Activity:
An exact copy of the records is required, minus the pictures they hold.

(Dataset entries)
•••••

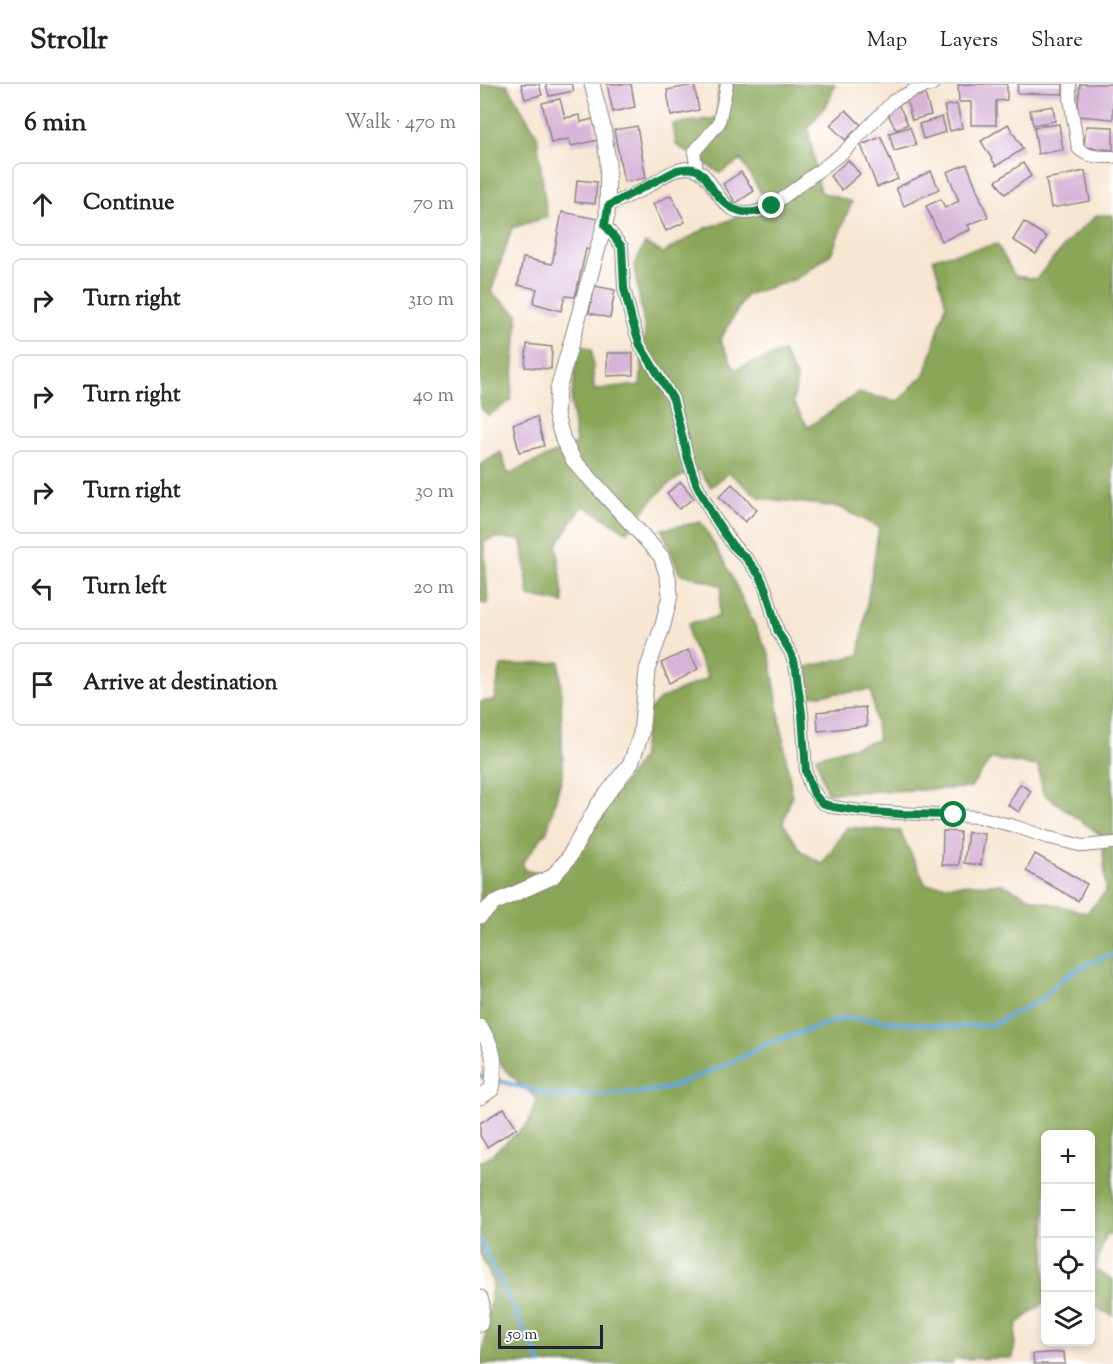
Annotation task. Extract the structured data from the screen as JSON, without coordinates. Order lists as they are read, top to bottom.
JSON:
{
  "scale_bar": "50 m",
  "page": {
    "header": "Strollr",
    "nav": ["Map", "Layers", "Share"],
    "heading": ["6 min", "Walk · 470 m"],
    "list": [
      ["Continue", "70 m"],
      ["Turn right", "310 m"],
      ["Turn right", "40 m"],
      ["Turn right", "30 m"],
      ["Turn left", "20 m"],
      "Arrive at destination"
    ],
    "map_buttons": ["+", "−"],
    "scale": "50 m"
  }
}
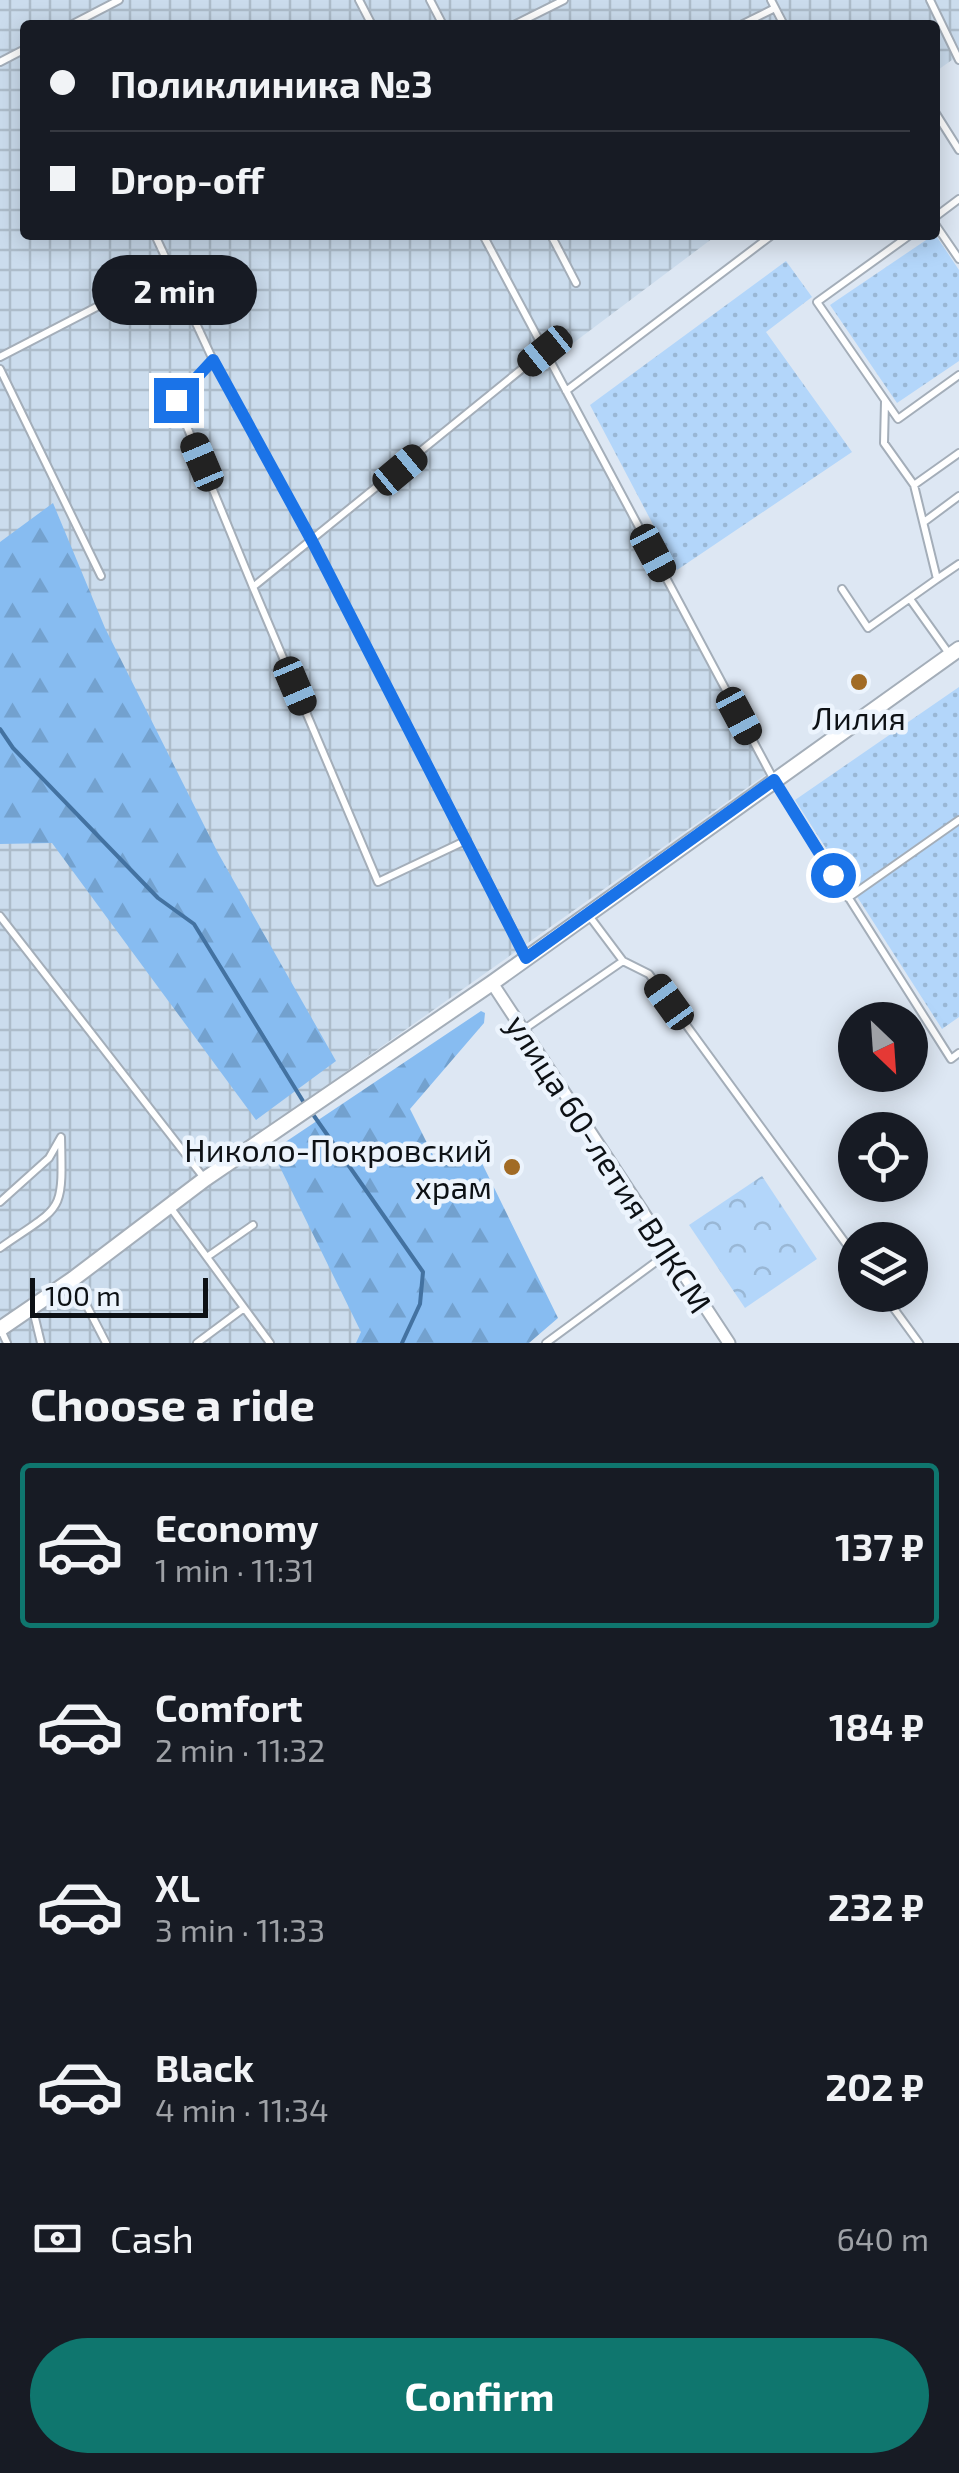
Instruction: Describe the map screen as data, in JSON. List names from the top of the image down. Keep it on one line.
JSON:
{"streets":{"street":["улица 60-летия ВЛКСМ"]},"places":["Лилия","Николо-Покровский храм"],"scale_bar":"100 m","north":"bottom right","page":{"banner":["Поликлиника №3","Drop-off"],"bubble":"2 min","scale":"100 m","heading":"Choose a ride","list":[{"name":"Economy","note":"1 min · 11:31","value":"137 ₽"},{"name":"Comfort","note":"2 min · 11:32","value":"184 ₽"},{"name":"XL","note":"3 min · 11:33","value":"232 ₽"},{"name":"Black","note":"4 min · 11:34","value":"202 ₽"}],"pay":["Cash","640 m"],"buttons":"Confirm"}}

•••••

Written reply:
Annotation task. Extract the structured data from the screen as JSON, without coordinates. Order lists as they are read, top to bottom.
JSON:
{
  "scale_bar": "50 m",
  "page": {
    "header": "Strollr",
    "nav": ["Map", "Layers", "Share"],
    "heading": ["6 min", "Walk · 470 m"],
    "list": [
      ["Continue", "70 m"],
      ["Turn right", "310 m"],
      ["Turn right", "40 m"],
      ["Turn right", "30 m"],
      ["Turn left", "20 m"],
      "Arrive at destination"
    ],
    "map_buttons": ["+", "−"],
    "scale": "50 m"
  }
}
Instruction: Describe the map screen as data, in JSON. List names from the top of the image down. Keep it on one line.
JSON:
{"streets":{"street":["улица 60-летия ВЛКСМ"]},"places":["Лилия","Николо-Покровский храм"],"scale_bar":"100 m","north":"bottom right","page":{"banner":["Поликлиника №3","Drop-off"],"bubble":"2 min","scale":"100 m","heading":"Choose a ride","list":[{"name":"Economy","note":"1 min · 11:31","value":"137 ₽"},{"name":"Comfort","note":"2 min · 11:32","value":"184 ₽"},{"name":"XL","note":"3 min · 11:33","value":"232 ₽"},{"name":"Black","note":"4 min · 11:34","value":"202 ₽"}],"pay":["Cash","640 m"],"buttons":"Confirm"}}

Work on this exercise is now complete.